Maud Carnegie, Countess of Southesk (née Lady Maud Duff; 3 April 1893 – 14 December 1945), titled Princess Maud from 1905 to 1923, was a granddaughter of Edward VII. Maud and her elder sister, Alexandra, had the distinction of being the only female-line descendants of a British sovereign officially granted both the title of Princess and the style of Highness.

Although Princess Maud did not otherwise carry out royal engagements, because of her position in the Commonwealth's order of succession she served as a Counsellor of State between 1942 and 1945.

Early life
Maud was born at East Sheen Lodge, Richmond-upon-Thames, Surrey, on 3 April 1893. Her father was Alexander Duff, 1st Duke of Fife. He was raised from Earl to  Duke of Fife following marriage to Maud's mother, Princess Louise of Wales, the third child and eldest daughter of the future King Edward VII and Queen Alexandra.

Maud was christened on 22 June 1893 in the Chapel Royal of St James's Palace.

Maud and her sister were unique in sharing descent from both William IV (through his mistress, Dorothea Jordan), and William IV's niece, Queen Victoria, who succeeded him because he left no legitimate issue.

Princess

In 1900, Queen Victoria granted Maud's father a second dukedom of Fife in the peerage of the United Kingdom with a special remainder providing for the succession of the duke's daughters and their male-line descendants to the title, in default of a male heir. Maud became second in line to the dukedom, after her elder sister Alexandra, and her descendants would eventually succeed to the peerage.

As a cognatic great-granddaughter of a British monarch (Queen Victoria), Maud was not entitled to the title of a Princess of the United Kingdom of Great Britain and Ireland nor to the attribute Royal Highness. Instead she was styled Lady Maud Duff, as the daughter of a duke. She was sixth in the line of succession to the British throne at the time of her birth.

On 9 November 1905, King Edward VII gave (on the occasion of his birthday) Maud's mother the title of Princess Royal. He further ordered Garter King of Arms to gazette Maud and her sister with the style and attribute of Highness and the style of Princess prefixed to their respective Christian names, with precedence immediately after all members of the British royal family bearing the style of Royal Highness.

She took part in the carriage procession for members of the royal family when she attended the state funeral of Edward VII in 1910 (she was styled in the London Gazette as "Her Highness Princess Maud" and her sister "Her Highness Princess Alexandra", both without the territorial designation "of Fife"). She attended the coronation of her uncle, George V, on 22 June 1911 with the royal family, styled as "Her Highness Princess Maud" (without territorial designation).

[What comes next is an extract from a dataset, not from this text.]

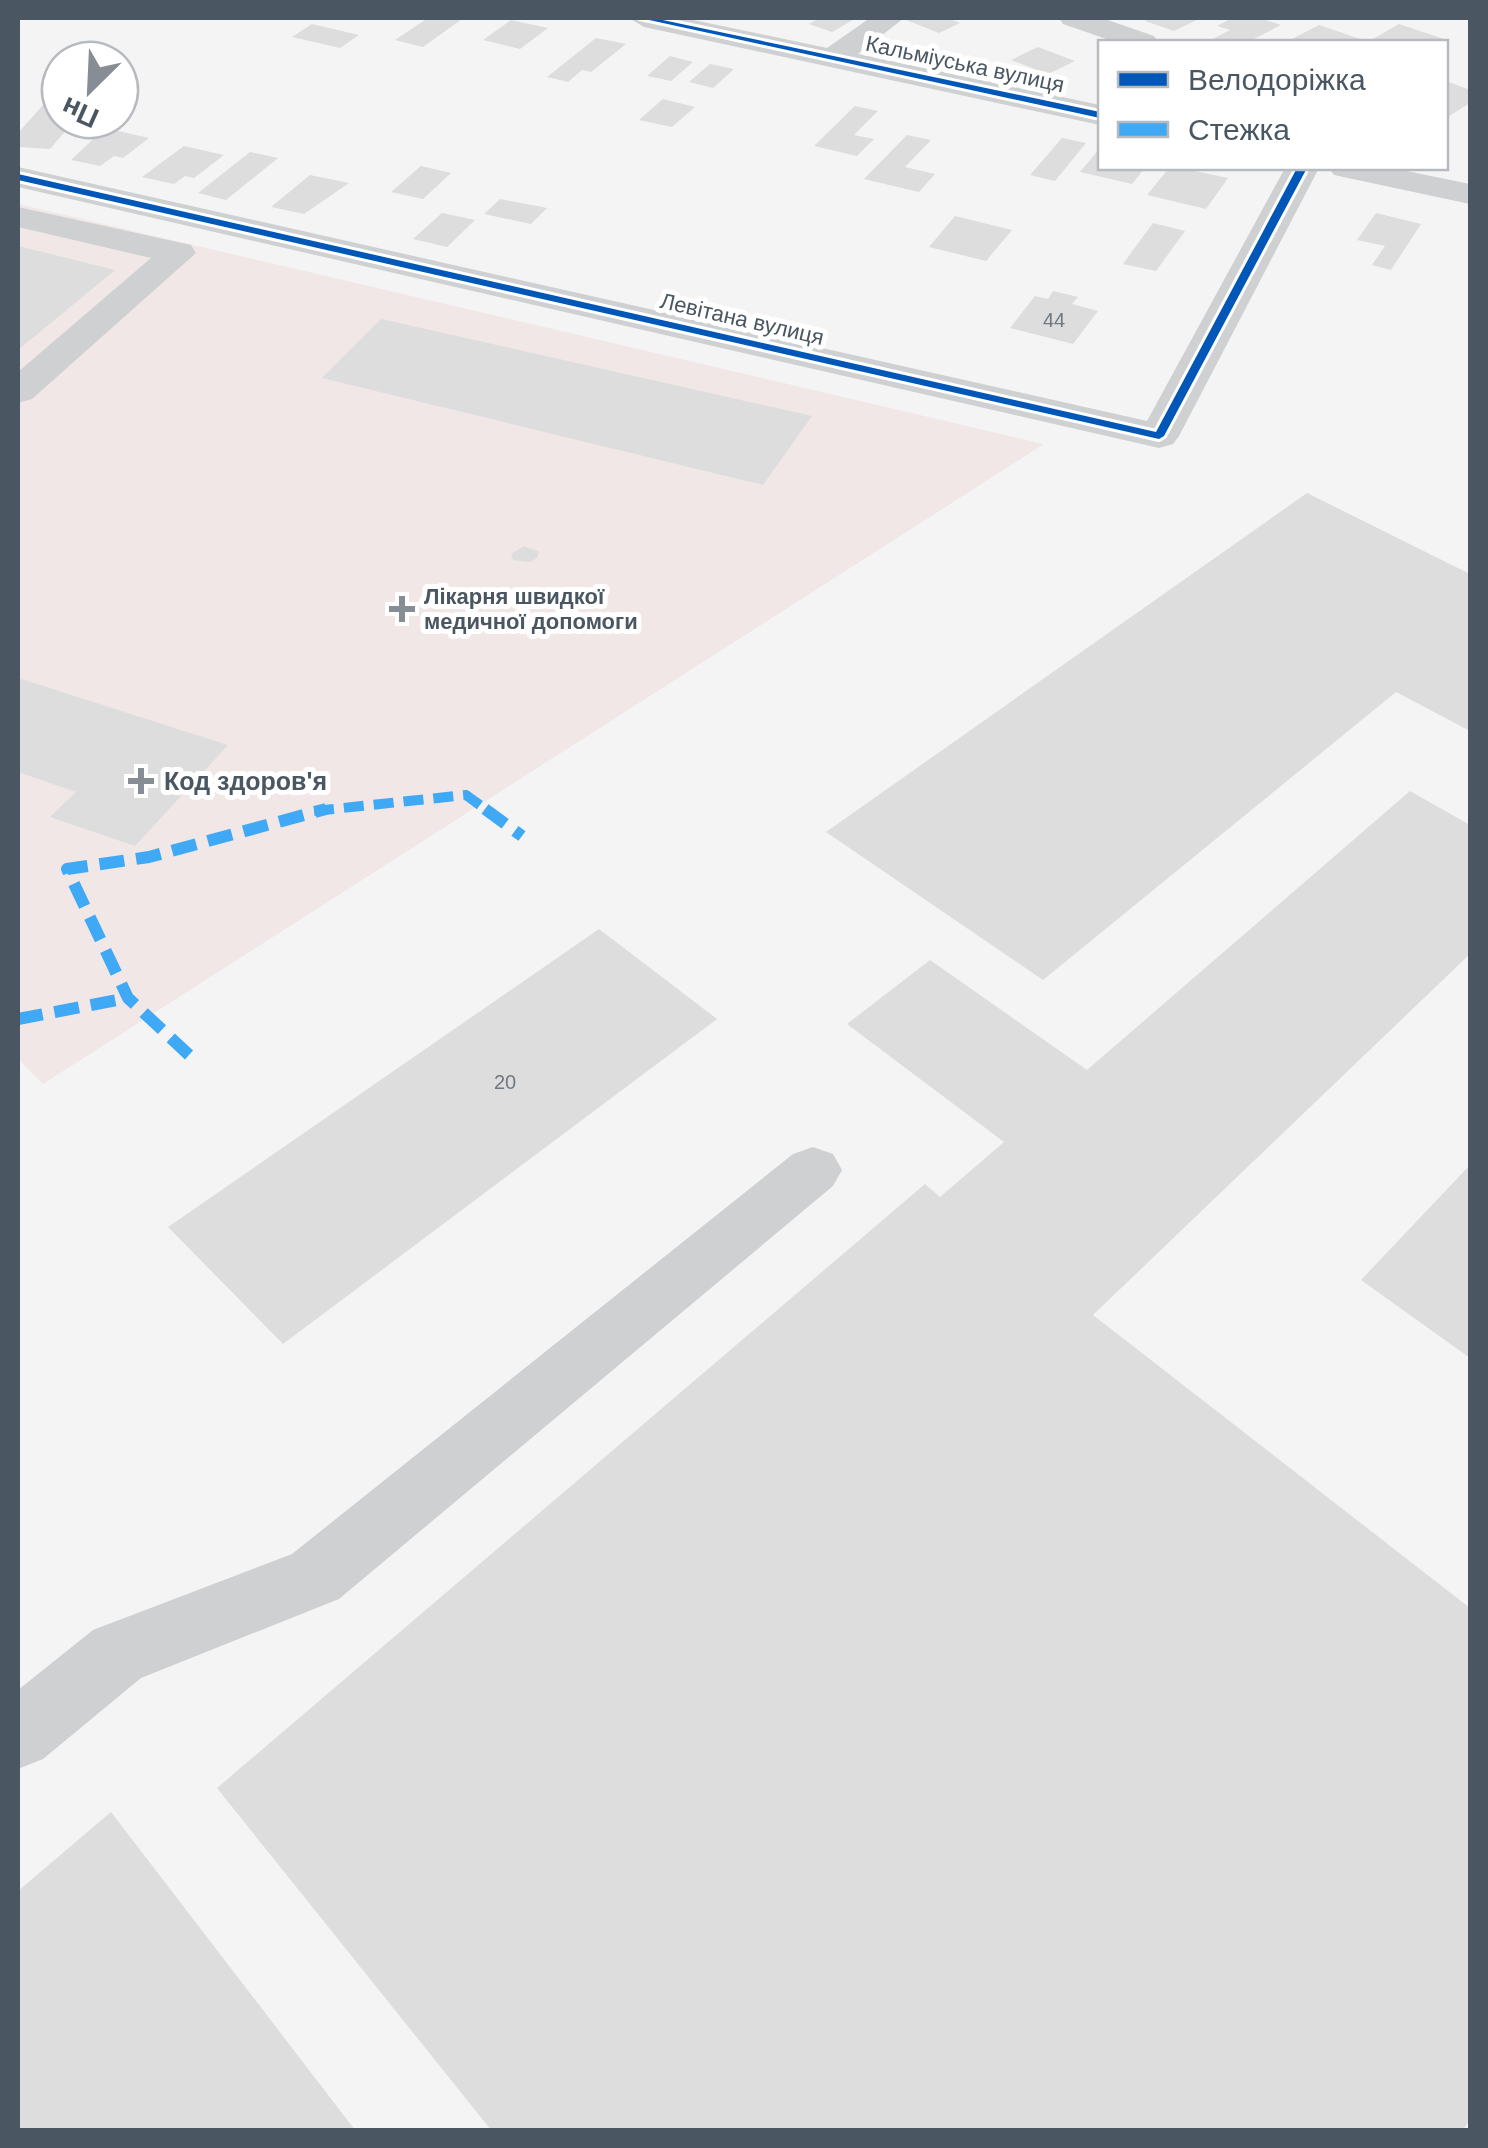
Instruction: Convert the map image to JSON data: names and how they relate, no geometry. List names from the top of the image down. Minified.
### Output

Maud's uncle, King George V, in letters patent dated 20 November 1917, restructured the styles and titles of the royal family by restricting the titles of Prince or Princess and the style of Royal Highness to the children of the sovereign, the children of the sovereign's sons, and the eldest living son of the eldest son of the Prince of Wales. The Letters Patent also stated that "the titles of Royal Highness, Highness or Serene Highness, and the titular dignity of Prince and Princess shall cease except those titles already granted and remaining unrevoked". This had no direct effect on Maud and her sister, whose rank and style derived from the specific promotions granted to them by their grandfather, Edward VII, and George V took no further action to retract the royal warrant conferring the princely title and attribute upon them. Maud therefore continued to use her princely title until her 1923 marriage. Upon her marriage to Charles, Lord Carnegie, however, she chose to be known as Lady Maud Carnegie (or, from 1941, the Countess of Southesk), dropping her princely title.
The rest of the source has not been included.